The result of calculations, user input and similar things are stored into variables. A variable name starts with a letter, and may include letters, digits and the underscore character. Note that all non-ASCII Unicode characters are treated as letters, so you can use things like ‰ or € in variable names.
Variable values (and intermediate values in calculations) can have three different types: integer (number), string (text) or array (list). Fractional or floating-point numbers are not supported. As most things in macros use discrete values (like pixel coordinates or counts), you will not really miss them.
Numbers are written in the usual decimal way, like 42 or 100. Strings are enclosed into quotation marks, like "Hello". If a string should include a quotation mark itself, the quotation mark is doubled.
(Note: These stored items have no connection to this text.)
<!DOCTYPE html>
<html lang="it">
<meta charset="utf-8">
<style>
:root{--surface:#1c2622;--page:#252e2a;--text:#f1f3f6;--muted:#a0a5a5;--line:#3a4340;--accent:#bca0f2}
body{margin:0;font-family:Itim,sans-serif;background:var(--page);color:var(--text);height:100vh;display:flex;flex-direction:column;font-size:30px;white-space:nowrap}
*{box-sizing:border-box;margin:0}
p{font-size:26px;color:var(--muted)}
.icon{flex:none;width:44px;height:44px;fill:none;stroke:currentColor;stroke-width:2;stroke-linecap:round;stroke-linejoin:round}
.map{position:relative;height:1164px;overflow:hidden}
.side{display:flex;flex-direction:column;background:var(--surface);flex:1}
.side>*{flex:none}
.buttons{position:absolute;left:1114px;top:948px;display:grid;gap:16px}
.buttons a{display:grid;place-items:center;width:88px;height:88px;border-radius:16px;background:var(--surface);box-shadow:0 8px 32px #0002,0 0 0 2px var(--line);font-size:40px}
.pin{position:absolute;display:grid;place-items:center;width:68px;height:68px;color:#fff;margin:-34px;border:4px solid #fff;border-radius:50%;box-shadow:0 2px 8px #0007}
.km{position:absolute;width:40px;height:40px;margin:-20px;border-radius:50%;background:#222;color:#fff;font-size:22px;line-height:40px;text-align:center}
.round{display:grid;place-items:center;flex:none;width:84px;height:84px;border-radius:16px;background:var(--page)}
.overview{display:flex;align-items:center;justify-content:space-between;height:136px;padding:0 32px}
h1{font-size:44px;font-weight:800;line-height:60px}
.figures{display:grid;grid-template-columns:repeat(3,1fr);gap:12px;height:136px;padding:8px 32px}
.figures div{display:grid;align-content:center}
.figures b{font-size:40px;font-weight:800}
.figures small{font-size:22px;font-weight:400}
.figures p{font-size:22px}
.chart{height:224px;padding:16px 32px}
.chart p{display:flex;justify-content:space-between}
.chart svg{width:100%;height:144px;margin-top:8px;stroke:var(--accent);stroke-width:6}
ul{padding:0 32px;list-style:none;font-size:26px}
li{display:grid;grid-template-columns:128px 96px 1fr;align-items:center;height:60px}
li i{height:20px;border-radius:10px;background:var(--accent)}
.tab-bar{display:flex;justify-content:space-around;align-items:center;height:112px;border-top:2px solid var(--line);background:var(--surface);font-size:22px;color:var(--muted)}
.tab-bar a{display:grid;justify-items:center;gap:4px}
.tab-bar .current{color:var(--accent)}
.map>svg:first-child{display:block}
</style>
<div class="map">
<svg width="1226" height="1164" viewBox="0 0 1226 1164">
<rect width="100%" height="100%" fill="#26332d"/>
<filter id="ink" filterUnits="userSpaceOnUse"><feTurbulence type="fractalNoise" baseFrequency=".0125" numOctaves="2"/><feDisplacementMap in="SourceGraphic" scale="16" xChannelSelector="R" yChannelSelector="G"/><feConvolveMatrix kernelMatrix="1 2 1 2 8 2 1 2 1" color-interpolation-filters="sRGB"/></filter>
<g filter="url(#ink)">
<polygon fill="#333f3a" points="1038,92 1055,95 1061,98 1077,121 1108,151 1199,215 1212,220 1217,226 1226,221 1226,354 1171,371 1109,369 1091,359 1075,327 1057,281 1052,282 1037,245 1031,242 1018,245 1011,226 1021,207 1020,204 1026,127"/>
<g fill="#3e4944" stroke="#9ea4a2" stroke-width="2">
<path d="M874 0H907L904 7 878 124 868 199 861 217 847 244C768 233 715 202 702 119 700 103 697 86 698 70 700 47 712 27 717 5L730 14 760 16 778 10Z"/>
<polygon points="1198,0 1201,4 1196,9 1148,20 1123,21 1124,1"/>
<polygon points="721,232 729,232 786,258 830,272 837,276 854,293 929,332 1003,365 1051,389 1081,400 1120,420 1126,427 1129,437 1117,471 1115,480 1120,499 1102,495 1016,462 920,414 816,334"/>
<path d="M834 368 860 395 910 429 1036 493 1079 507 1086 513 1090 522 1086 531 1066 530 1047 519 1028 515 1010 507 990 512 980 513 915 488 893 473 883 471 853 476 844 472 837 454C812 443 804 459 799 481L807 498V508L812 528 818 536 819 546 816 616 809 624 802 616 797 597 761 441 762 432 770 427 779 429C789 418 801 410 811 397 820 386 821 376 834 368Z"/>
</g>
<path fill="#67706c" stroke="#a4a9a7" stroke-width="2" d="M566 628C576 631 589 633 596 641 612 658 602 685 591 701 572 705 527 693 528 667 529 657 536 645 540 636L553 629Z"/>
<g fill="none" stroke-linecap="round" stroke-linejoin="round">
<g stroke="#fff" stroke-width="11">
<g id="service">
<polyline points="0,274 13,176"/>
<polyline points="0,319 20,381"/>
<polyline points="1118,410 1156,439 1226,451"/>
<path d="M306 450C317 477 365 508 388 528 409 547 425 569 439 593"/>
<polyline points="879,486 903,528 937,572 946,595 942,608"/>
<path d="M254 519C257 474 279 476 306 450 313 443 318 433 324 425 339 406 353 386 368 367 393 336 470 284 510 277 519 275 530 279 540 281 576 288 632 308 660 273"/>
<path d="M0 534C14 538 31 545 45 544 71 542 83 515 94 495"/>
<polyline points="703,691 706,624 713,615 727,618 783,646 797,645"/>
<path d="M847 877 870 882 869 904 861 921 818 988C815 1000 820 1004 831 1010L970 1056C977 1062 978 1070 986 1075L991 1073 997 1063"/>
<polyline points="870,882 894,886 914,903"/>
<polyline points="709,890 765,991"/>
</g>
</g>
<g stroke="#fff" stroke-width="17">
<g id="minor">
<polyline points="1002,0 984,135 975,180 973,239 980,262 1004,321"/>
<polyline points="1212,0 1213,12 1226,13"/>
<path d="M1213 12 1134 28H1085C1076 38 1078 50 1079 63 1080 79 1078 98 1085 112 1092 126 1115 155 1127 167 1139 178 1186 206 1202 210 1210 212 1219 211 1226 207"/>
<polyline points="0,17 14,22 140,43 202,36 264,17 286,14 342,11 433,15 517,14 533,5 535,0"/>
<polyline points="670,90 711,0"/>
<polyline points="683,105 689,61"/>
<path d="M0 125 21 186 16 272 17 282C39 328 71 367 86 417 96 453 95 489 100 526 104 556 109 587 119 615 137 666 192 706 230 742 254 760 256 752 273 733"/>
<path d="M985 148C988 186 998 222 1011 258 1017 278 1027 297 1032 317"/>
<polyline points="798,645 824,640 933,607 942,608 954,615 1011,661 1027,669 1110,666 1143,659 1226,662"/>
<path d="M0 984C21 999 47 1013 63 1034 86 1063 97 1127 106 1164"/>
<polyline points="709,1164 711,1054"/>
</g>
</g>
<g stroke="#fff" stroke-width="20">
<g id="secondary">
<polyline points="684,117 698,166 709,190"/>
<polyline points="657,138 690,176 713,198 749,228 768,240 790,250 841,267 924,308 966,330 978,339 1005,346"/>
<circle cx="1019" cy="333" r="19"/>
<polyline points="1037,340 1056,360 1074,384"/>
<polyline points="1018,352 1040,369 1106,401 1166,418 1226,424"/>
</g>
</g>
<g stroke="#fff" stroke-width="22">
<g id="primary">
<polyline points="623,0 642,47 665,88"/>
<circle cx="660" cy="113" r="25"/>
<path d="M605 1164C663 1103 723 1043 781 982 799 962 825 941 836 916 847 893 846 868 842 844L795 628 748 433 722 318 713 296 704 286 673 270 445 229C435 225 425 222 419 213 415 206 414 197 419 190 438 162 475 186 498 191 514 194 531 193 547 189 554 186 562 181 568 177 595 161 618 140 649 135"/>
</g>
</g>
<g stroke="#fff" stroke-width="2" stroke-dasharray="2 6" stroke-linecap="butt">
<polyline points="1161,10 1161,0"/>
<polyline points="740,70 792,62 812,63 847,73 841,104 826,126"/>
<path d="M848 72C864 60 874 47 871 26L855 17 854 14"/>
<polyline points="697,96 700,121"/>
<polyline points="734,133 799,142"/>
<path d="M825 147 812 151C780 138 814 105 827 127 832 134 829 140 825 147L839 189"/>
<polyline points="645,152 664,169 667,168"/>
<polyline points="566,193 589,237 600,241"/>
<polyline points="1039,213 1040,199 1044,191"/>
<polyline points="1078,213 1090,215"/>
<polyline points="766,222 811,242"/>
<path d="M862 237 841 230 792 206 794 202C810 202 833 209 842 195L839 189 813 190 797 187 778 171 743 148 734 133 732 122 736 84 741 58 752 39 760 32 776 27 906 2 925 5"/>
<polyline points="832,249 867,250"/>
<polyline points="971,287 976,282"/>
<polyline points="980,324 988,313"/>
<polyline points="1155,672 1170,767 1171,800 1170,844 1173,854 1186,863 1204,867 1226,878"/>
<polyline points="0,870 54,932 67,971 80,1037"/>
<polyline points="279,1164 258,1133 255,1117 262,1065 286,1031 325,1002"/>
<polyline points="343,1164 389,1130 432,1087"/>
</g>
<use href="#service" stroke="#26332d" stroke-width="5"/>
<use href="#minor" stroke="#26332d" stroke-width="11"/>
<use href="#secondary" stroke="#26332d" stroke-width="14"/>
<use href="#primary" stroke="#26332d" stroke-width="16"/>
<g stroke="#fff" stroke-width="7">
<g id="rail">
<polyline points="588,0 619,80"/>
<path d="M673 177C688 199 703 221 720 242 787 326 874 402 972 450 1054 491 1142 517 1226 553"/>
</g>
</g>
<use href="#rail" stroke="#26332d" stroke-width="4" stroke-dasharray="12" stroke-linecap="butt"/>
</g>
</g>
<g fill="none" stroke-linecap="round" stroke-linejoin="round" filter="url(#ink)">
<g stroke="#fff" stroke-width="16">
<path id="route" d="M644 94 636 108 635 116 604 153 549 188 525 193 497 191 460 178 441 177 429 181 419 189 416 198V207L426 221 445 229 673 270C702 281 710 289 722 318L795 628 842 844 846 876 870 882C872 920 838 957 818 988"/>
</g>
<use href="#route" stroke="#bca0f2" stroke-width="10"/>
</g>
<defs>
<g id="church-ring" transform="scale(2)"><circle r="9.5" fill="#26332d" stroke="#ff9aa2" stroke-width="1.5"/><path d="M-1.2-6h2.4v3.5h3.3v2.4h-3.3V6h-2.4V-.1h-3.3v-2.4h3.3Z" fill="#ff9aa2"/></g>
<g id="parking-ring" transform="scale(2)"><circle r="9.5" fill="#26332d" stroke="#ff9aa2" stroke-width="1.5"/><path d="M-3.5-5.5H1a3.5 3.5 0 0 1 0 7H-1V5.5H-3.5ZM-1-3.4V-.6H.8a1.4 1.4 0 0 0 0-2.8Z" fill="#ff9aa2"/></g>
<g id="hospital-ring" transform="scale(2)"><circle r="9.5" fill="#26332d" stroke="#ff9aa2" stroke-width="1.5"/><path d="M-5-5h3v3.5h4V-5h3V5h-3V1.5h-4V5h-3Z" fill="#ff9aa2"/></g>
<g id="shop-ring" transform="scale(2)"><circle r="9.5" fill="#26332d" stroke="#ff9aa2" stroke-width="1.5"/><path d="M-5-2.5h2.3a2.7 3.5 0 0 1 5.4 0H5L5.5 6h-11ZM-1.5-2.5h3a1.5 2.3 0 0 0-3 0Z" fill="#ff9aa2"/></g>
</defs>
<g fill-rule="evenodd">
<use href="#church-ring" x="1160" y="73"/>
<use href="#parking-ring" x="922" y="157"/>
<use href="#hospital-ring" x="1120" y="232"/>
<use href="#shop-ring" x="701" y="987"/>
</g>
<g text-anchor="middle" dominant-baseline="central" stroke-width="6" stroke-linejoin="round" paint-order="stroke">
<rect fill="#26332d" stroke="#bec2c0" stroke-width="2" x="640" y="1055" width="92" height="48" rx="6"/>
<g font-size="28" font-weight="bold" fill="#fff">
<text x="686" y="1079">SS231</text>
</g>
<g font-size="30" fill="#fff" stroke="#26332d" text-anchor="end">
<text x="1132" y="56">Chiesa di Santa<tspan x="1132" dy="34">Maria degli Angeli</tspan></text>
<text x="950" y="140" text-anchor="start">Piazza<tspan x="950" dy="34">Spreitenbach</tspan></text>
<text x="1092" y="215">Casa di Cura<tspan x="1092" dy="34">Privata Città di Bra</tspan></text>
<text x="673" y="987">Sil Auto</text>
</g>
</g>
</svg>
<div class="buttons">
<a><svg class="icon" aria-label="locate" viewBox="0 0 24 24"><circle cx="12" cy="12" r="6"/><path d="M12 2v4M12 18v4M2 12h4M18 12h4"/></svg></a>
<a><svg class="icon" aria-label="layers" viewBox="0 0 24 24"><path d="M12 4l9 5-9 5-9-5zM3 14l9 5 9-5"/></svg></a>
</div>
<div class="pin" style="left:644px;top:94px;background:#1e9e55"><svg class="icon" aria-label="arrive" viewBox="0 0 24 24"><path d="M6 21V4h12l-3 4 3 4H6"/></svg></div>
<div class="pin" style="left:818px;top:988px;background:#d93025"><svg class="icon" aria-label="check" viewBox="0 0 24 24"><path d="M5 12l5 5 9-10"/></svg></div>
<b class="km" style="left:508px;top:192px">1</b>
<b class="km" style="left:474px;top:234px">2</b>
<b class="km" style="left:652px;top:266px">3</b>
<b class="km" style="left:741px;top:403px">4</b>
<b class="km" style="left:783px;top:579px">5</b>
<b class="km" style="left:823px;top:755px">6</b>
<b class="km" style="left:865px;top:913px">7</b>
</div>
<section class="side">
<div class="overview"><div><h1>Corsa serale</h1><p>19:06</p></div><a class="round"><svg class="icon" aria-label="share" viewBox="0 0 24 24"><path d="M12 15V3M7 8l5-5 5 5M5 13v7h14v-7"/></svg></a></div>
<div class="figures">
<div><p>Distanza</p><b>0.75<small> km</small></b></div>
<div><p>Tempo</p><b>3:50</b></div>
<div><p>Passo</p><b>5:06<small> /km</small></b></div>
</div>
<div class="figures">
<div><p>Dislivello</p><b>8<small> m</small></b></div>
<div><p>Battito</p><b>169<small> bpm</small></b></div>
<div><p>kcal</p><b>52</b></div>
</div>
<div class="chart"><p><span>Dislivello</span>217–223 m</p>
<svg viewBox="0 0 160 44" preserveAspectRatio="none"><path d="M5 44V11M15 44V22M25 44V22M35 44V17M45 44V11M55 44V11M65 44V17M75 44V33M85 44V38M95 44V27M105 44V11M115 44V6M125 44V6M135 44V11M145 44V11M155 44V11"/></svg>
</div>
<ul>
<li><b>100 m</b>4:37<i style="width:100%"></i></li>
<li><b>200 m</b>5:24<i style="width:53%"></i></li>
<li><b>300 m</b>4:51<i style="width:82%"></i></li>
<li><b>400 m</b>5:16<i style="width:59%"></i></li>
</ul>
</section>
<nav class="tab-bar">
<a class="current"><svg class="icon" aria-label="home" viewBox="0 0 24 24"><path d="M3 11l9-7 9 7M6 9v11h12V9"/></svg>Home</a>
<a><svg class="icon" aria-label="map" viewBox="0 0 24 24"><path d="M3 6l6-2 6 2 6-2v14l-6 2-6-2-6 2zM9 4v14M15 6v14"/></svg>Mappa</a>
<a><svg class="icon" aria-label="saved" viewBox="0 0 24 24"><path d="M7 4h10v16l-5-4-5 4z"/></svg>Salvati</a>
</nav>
Every parameter or expression part needs a specific input data type. If the input type of the value is different from the actual type, it is automatically converted. A string is converted to an integer by checking if it is a decimal representation of a number. If it is, this representation is used. In all other cases the value is converted to zero. For example "42" is converted to 42, but "42.5" is converted to 0, as floating-point numbers are not supported. Conversion of numbers to strings is as expected. Converting a list to a string will result in a multi-line string of which each line is the conversion of one list element. The first line is {List, and the last line is }. All other conversions do not produce errors but cause undefined results.
There is also a special "wrapper" data type available that wraps any .NET objects. These objects cannot be manipulated from macros, they can just be passed back to commands that understand them. When converting them to strings, a string starting with "{Object: " will be returned that contains some information about the type of the contained object. Things like hotkeys or images that do not have any useful string or list representation will be wrapped into these kinds of objects.